Stored items
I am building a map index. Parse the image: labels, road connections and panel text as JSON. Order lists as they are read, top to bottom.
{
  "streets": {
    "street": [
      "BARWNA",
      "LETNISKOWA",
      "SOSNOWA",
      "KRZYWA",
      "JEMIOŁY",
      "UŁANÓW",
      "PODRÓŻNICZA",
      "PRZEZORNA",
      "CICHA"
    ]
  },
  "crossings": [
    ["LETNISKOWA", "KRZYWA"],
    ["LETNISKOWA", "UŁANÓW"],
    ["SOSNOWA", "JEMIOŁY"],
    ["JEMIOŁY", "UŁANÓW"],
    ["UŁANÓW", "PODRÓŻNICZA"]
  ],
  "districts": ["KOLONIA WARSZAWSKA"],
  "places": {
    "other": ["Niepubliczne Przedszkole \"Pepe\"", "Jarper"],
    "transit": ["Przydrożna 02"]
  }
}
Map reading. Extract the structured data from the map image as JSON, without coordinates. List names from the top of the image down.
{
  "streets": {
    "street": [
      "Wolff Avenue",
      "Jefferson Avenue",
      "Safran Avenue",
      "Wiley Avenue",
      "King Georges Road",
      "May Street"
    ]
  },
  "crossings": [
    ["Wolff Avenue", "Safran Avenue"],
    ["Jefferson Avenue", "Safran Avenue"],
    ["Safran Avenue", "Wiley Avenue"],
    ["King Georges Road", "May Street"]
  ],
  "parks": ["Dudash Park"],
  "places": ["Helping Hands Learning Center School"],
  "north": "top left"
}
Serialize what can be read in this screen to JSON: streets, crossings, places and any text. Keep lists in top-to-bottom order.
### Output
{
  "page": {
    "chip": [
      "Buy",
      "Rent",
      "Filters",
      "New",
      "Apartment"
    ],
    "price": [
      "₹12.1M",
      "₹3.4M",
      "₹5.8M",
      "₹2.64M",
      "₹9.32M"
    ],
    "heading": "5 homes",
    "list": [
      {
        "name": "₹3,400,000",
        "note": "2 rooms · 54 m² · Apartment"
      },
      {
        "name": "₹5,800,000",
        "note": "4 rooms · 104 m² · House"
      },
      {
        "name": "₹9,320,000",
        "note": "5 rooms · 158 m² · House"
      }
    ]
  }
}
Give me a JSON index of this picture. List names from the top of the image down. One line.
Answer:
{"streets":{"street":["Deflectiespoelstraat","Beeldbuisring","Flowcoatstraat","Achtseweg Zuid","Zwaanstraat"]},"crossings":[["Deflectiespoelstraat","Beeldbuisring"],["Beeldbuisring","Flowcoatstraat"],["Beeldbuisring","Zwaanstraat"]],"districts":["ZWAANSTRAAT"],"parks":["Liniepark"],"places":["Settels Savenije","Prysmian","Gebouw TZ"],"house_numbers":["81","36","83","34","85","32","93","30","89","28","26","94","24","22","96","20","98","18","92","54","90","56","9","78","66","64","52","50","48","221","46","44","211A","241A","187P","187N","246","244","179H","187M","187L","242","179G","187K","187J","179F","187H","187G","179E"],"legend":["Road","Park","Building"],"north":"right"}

◆ TRY IT
What lines in the entries above hold "this"? Copy every one.

◆ EXPECTED ANSWER
Serialize what can be read in this screen to JSON: streets, crossings, places and any text. Keep lists in top-to-bottom order.
Give me a JSON index of this picture. List names from the top of the image down. One line.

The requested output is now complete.